Hamilton sprach nach seinem Streckenrekord von "nahe an der Perfektion", er hatte jede Kurve exakt erwischt. "Klar, Lewis hatte eine ziemlich gute Runde und ich gratuliere ihm, aber unschlagbar war sie nicht", hält Vettel aber fest. "Für uns war es im Qualifying schwierig, in den Rhythmus zu kommen. Andere haben besser gearbeitet, inklusive Lewis mit seiner tollen Runde und auch als Team. Platz drei war nicht unsere Wunschvorstellung."

Vettels Fazit fällt dementsprechend ernüchternd aus: "Wir haben nicht das Beste aus dem Auto herausgeholt." Zum exakt gleichen Schluss kommt auch sein Teamkollege, der am Ende gar nur Fünfter wurde (+0,779 Sekunden). "Ganz vorne gehört das Auto hin. Es lag mehr an uns, dass wir es nicht zusammengebracht haben."

Im Rennen am Sonntag möchten beide "das Blatt wenden", Vettel schickt aber auch voraus: "Wir dürfen keine Wunderdinge erwarten. Niemand hat das Tempo, um die anderen zu überrunden." Dazu liegen die Topteams einfach zu eng beisammen. Mit Max Verstappen konnte sich außerdem ein Red Bull vor ihm in der Startaufstellung einreihen, die am Freitag im Longrun "gut aussahen", wie Vettel selbst beobachtete.

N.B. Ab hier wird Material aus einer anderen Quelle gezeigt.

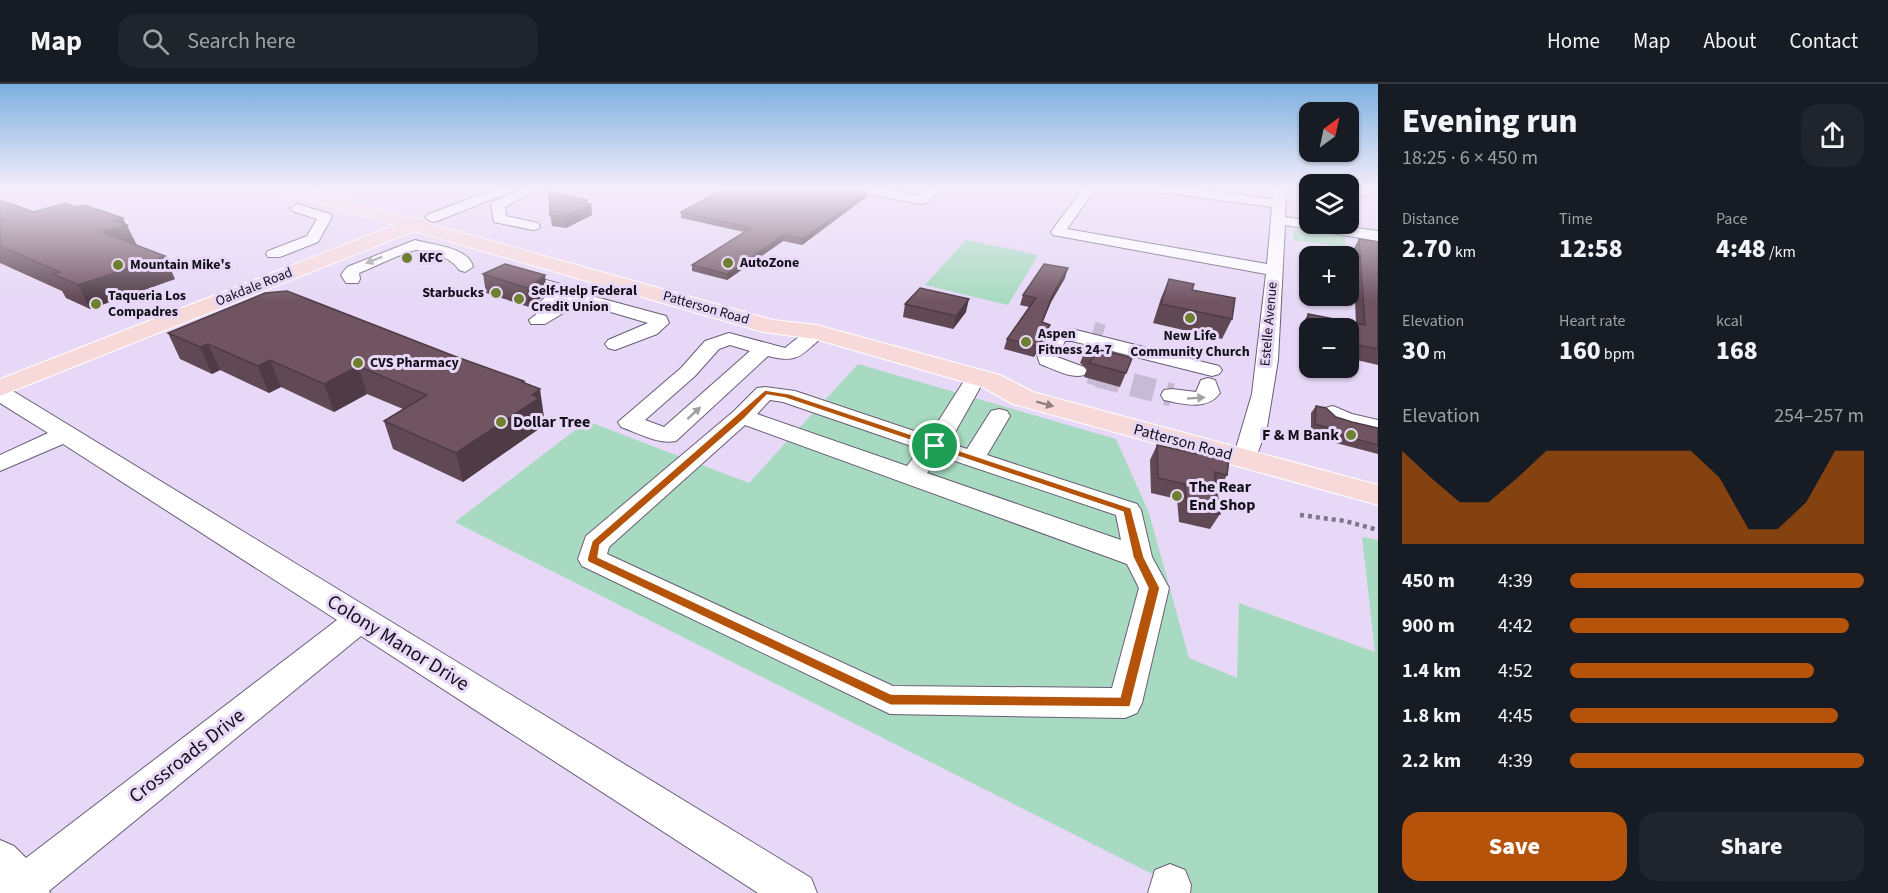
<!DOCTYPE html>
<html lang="en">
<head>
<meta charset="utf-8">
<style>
	:root { --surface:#171b24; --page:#20242c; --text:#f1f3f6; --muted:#9ea1a6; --line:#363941; --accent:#b45309 }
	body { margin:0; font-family:"Source Sans 3",sans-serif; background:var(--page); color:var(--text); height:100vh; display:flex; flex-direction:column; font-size:22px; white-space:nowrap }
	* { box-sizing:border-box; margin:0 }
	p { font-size:20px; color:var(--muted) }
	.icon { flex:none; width:33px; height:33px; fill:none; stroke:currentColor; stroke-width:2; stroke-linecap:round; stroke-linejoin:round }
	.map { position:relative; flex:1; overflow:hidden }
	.sheet { display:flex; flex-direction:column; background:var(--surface); width:510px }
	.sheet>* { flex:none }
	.needle { width:39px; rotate:33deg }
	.controls { position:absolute; left:1299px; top:18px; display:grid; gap:12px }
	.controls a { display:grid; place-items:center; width:60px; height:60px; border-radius:12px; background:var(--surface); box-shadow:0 2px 4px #0004; font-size:30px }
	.pin { position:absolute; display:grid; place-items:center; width:51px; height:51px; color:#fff; margin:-26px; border:3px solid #fff; border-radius:50%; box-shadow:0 2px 6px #0007 }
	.round { display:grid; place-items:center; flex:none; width:63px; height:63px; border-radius:18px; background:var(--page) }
	.headline { display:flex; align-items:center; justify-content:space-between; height:102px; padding:0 24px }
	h1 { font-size:33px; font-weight:800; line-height:45px }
	.metrics { display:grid; grid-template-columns:repeat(3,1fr); gap:9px; height:102px; padding:6px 24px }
	.metrics div { display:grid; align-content:center }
	.metrics b { font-size:26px; font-weight:800 }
	.metrics small { font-size:16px; font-weight:400 }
	.metrics p { font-size:16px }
	.chart { height:168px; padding:12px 24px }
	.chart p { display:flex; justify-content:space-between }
	.chart svg { width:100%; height:108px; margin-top:6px; fill:var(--accent); opacity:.7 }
	.action { display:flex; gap:12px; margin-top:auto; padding:12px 24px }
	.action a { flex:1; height:69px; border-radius:18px; background:var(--accent); color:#fff; font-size:24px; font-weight:800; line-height:69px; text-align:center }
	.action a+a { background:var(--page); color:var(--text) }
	ul { padding:0 24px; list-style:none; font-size:20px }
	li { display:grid; grid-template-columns:96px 72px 1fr; align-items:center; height:45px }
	li i { height:15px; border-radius:8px; background:var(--accent) }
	header { display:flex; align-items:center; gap:36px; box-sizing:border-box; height:84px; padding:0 30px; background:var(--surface); border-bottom:2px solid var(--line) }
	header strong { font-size:28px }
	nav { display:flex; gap:33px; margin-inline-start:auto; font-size:21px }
	.search { width:420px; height:54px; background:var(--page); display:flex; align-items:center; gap:15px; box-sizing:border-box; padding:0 21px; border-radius:18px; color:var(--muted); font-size:22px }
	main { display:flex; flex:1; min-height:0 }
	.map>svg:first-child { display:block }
	.green { fill:#a7dac0 }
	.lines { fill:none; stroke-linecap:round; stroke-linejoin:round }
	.minor-tunnel-far1 { stroke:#c6bad5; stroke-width:19; stroke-dasharray:19 9; stroke-linecap:butt }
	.minor-tunnel { stroke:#c6bad5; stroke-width:23; stroke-dasharray:23 12; stroke-linecap:butt }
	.minor-casing { stroke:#695e77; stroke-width:2 }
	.major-casing { stroke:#fff; stroke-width:2 }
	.path { stroke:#7e7589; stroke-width:4.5; stroke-dasharray:4 4; stroke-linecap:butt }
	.minor { fill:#fff; fill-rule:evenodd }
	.major { fill:#f7d9d9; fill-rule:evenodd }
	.wall { fill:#604854 }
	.shaded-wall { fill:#4e3b45 }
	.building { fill:#705462; stroke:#4e3b45; stroke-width:1.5 }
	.oneway { fill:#a19fa3 }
	.oneway2 { fill:#917e83 }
	.route { fill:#b45309; stroke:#fff; stroke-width:1.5; fill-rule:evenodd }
	.poi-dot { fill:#6e8030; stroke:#e6d8f6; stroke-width:2 }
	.labels { text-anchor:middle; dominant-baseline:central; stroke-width:6; stroke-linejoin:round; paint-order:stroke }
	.far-poi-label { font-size:14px; font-weight:bold; fill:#140f19; stroke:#e6d8f6; text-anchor:start }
	.far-street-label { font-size:14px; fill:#140f19; stroke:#e6d8f6 }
	.poi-label { font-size:16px; font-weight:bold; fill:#140f19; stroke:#e6d8f6; text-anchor:start }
	.street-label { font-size:16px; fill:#140f19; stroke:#e6d8f6 }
	.near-street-label { font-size:20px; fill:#140f19; stroke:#e6d8f6 }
</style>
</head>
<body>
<header>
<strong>Map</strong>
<div class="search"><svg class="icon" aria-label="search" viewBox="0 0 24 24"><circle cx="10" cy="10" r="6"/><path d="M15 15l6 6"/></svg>Search here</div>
<nav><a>Home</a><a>Map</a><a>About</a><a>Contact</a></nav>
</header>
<main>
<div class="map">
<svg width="1378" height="809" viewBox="0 0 1378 809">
	<rect width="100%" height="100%" fill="#e6d8f6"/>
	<g class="green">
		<polygon points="1302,145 1345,152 1346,163 1293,156 1294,146"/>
		<polygon points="966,156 1038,171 1008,221 925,201"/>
		<polygon points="858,280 1116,355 1149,429 1189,574 1237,594 1239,519 1375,568 1362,453 1378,456 1378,809 1190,809 455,438 587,337 749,399"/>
	</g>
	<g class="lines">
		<g class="minor-tunnel-far1">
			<polyline points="1093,247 1103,250"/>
			<polyline points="1089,290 1104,294"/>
		</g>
		<polyline class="minor-tunnel" points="1098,292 1172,311"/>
		<defs>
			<g id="minor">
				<polygon points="497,104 515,104 513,107 437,137 432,138 425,134 427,131"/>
				<polygon points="524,104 534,104 536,106 505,123 506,132 538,139 540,142 538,145 533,146 494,138 491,121 493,118"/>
				<polygon points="850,104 876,104 918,111 928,104 943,104 926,119 921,120 857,108"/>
				<polygon points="1083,104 1096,104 1067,145 1267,180 1272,123 1157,108 1150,104 1184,104 1272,115 1274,104 1286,104 1285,133 1310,137 1310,140 1328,140 1378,147 1378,157 1285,141 1278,276 1267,343 1254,379 1245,381 1236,379 1233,374 1252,310 1266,190 1053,151 1051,148"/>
				<polygon points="1348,104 1367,104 1374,108 1367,112 1348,109"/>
				<polygon points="297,120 330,130 332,133 318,158 280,173 268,173 266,170 268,167 307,152 317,135 292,127 290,124"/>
				<path d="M415,156C432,161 469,163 473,183L465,188L459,186C452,174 432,167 417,166C408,166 370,185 359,189L360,195L358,199H346L341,191L347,183Z"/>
				<polygon points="512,187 572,203 575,207 573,210 581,209 666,232 669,239 657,250 615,266 608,264 605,260 608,256 648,239 580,219 545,240 531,240 529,236 543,225 537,220 552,208 506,196 504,192"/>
				<path d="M817,242L824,244L827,248L824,252C800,271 800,280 768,272L676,357C659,361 638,349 621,343L618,338L681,284L705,257L729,249L785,264L810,244ZM730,261L750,267L664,343L645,336L695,292L719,265Z"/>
				<path d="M1072,245L1219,282L1222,286L1219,290L1212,292L1072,257H1065L1057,273L1084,283L1087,287L1084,291C1070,295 1054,285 1040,280L1037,271L1051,248Z"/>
				<path d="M976,287L983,289L986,293L949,359L967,365L991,327L999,325L1007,327L1010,332L987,371L1137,420L1141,426L1152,473L1169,504L1142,619L1137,629L1125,634L890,630L582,482L578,475L586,452L734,327L757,304L765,303L795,307L929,352L969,289ZM770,316L783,318L920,365L907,382L757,330ZM745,341L1127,480L1139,504L1112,604L893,602L607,470L609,463ZM940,372L1116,431L1121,456L927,389Z"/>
				<path d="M1208,294L1215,296L1220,309C1207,327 1183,320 1164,316L1161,311L1164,306L1172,305L1196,308L1201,296Z"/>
				<polygon points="0,303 8,304 811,794 817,809 758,809 361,552 49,807 50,809 0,809 0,756 14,762 26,774 337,536 63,360 0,387 0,371 48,349 0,319"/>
				<path d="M1333,322L1352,330L1378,336V350C1361,346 1332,344 1322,329L1325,324Z"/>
				<polygon points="1170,780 1185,786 1191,801 1190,809 1148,809 1155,786"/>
			</g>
			<polygon id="major" points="276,104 300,104 412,135 424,135 427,139 773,236 817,241 1000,291 1033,308 1378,401 1378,421 1013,320 982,303 815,255 763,248 414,147 0,312 0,295 395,141 278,107"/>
		</defs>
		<use href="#minor" class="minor-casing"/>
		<use href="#major" class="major-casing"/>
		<polyline class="path" points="1300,431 1345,437 1378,446"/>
		<use href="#minor" class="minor"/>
		<use href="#major" class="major"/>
	</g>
	<g class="wall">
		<polygon points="866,113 802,161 783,157 727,196 692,187 692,181 744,148 681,134 681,128"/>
		<polygon points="0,118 34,128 126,140 137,161 175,195 90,225 66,214 62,207 0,179"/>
		<polygon points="587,120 591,120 592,131 566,144 552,142 550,131"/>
		<polygon points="1359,155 1378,158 1378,281 1348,274 1348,244 1310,244 1310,266 1300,263 1301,243 1308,230 1356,240 1353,166"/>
		<polygon points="483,190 547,209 529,223 486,209"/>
		<polygon points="1065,194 1051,218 1042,239 1046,251 1034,273 1004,265 1007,255 1029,223 1020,221 1023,211"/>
		<polygon points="1169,195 1192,206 1232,235 1222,255 1153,239 1161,214"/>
		<polygon points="905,220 966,228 953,245 903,233"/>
		<polygon points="168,249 524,299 544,333 542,335 543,342 463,398 393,365 384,337 403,325 367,310 334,328 281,303 269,309 220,286 212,290 180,275"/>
		<polygon points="1087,262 1132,274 1120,303 1084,293 1087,285 1080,279"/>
		<polygon points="1316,322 1336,333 1352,338 1378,344 1378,370 1336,359 1336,354 1311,348 1311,329"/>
		<polygon points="1157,361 1197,370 1199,366 1227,391 1218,407 1216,406 1220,430 1210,445 1179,438 1177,415 1151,409 1150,376"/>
	</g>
	<g class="shaded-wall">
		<polygon points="867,108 866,113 802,161 803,155"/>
		<polygon points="587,116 588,122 591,120 592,131 566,144 564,133 581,118"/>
		<polygon points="123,134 126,141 127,141 137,163 102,148 115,137"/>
		<polygon points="784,151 783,157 727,196 727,190"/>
		<polygon points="165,172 175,195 90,225 78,201"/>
		<polygon points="1068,184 1065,194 1051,218 1038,249 1054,208"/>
		<polygon points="545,191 547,209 529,223 527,204"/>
		<polygon points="969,215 966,228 953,245 956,232"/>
		<polygon points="1050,241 1046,251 1034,273 1037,262"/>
		<polygon points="208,260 220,286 212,290 200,263"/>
		<polygon points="270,276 281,303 269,309 258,282"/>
		<polygon points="358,282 367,310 334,328 324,300"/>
		<polygon points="524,297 528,321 532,311 540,305 544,333 542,335 543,342 463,398 456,369"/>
	</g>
	<g class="building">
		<polygon points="726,104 845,104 867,108 803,155 784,151 727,190 692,181 751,144 681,128"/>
		<polygon points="549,107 587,116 581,118 591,120 564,133 550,131"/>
		<polygon points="2,117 34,128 65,119 76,123 84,121 123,134 115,137 127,141 102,148 165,172 78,201 53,190 60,188 0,162 0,137 4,136 0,134 0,118"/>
		<polygon points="1359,155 1378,158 1378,265 1348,259 1348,244 1310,244 1310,250 1307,250 1308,230 1365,241"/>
		<polygon points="505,180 545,191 527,204 483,190"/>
		<polygon points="1044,180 1068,184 1054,208 1042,238 1050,241 1037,262 1007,255 1036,214 1023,211"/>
		<polygon points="1169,195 1194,200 1192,206 1235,214 1232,235 1161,220"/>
		<polygon points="920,204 969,215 956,232 905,220"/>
		<polygon points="287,207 454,272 524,297 522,298 540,305 532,311 539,314 456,369 384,337 427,311 358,282 324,300 270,276 258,282 208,260 200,263 168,249 265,209"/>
		<polygon points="1087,262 1132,274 1126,289 1089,279 1094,273 1085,265"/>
		<polygon points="1316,322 1326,324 1336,333 1352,338 1378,344 1378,361 1341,351 1341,347 1315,340"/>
		<polygon points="1157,361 1198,370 1199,366 1229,375 1227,391 1214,388 1220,430 1187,422 1185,400 1158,394"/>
	</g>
	<defs><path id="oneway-solid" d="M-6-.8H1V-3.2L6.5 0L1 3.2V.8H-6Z" transform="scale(1.5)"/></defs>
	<g class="oneway">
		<use href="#oneway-solid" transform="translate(374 176) rotate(158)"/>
		<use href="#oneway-solid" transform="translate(1196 314) rotate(-4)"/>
		<use href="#oneway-solid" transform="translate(694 329) rotate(-42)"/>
	</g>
	<use class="oneway2" href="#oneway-solid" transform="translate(1045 320) rotate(15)"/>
	<linearGradient id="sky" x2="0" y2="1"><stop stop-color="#7cb0e0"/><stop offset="0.48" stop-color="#f4edfb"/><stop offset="1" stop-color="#f4edfb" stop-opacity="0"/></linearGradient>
	<rect width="1378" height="217" fill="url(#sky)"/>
	<path class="route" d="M765,306L790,310L1131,424L1144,473L1160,504L1130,623L890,621L588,478L587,475L592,457ZM767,311L785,314L1123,428L1133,473L1148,504L1120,613L891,610L598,473L600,461L745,334Z"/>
	<g class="poi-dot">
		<circle cx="407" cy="174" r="6"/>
		<circle cx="728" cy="179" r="6"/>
		<circle cx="118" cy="181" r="6"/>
		<circle cx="496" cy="209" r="6"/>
		<circle cx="519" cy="215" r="6"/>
		<circle cx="96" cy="220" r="6"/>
		<circle cx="1190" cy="234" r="6"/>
		<circle cx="1026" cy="258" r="6"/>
		<circle cx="358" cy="279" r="6"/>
		<circle cx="501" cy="338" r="6"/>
		<circle cx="1351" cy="351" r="6"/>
		<circle cx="1177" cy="412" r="6"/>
	</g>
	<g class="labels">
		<g class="far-poi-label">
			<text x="419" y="174">KFC</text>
			<text x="740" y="179">AutoZone</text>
			<text x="130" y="181">Mountain Mike's</text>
			<text x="531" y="207">Self-Help Federal<tspan x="531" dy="16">Credit Union</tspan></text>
			<text x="484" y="209" text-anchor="end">Starbucks</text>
			<text x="108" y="212">Taqueria Los<tspan x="108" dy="16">Compadres</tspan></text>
			<text x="1038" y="250">Aspen<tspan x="1038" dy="16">Fitness 24-7</tspan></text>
			<text x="1190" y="252" text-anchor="middle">New Life<tspan x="1190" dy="16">Community Church</tspan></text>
			<text x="370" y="279">CVS Pharmacy</text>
		</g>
		<g class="far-street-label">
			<text transform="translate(254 203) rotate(-22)">Oakdale Road</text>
			<text transform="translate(706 224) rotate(16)">Patterson Road</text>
			<text transform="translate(1269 240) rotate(-85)">Estelle Avenue</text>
		</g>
		<g class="poi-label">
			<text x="513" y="338">Dollar Tree</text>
			<text x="1339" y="351" text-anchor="end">F &amp; M Bank</text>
			<text x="1189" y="403">The Rear<tspan x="1189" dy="18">End Shop</tspan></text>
		</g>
		<g class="street-label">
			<text transform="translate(1183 358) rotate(15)">Patterson Road</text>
		</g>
		<g class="near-street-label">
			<text transform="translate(398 559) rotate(32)">Colony Manor Drive</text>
			<text transform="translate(187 672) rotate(-38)">Crossroads Drive</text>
		</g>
	</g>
</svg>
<div class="controls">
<a><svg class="needle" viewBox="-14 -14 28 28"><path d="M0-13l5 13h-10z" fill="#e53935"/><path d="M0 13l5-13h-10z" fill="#9ea1a6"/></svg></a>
<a><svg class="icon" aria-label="layers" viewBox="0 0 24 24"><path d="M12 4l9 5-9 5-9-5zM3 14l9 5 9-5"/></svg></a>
<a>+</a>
<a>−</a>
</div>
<div class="pin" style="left:935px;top:362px;background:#1e9e55"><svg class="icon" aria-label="arrive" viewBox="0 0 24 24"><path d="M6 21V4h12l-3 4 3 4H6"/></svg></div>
</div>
<section class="sheet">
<div class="headline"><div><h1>Evening run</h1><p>18:25 · 6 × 450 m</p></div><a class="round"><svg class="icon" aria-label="share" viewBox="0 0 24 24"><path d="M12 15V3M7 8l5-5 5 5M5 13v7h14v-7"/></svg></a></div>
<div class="metrics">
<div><p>Distance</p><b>2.70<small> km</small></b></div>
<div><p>Time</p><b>12:58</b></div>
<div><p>Pace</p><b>4:48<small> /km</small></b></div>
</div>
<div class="metrics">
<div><p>Elevation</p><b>30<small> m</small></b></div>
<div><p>Heart rate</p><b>160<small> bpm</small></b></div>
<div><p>kcal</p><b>168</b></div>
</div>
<div class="chart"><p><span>Elevation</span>254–257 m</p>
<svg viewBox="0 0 160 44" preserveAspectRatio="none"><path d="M0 44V6L10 17L20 27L30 27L40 17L50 6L60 6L70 6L80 6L90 6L100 6L110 17L120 38L130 38L140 27L150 6L160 6V44z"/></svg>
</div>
<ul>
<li><b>450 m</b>4:39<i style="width:100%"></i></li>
<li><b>900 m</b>4:42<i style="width:95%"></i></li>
<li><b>1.4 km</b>4:52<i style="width:83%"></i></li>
<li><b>1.8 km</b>4:45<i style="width:91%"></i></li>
<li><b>2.2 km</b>4:39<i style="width:100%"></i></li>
</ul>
<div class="action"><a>Save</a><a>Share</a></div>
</section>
</main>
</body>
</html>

Der Startplatz in Reihe zwei ist ebenso suboptimal. "Es ist immer besser, vorne zu starten. Es wird schon klappen. Aber wir sollten mit der Spitzengruppe mitfahren können und dann vorne bleiben." Denn schließlich ist das Nachtrennen bekannt für Safety-Car-Phasen, von denen Vettel mit dem richtigen Timing und Strategiekniff profitieren könnte. "Wir haben zwei Stunden Zeit", weiß er. "61 Runden Zeit", ergänzt Räikkönen. "Irgendwo wird sich die Gelegenheit ergeben nach vorne zu schlüpfen. Für heute bin ich nicht zufrieden, aber morgen ist ein neuer Tag."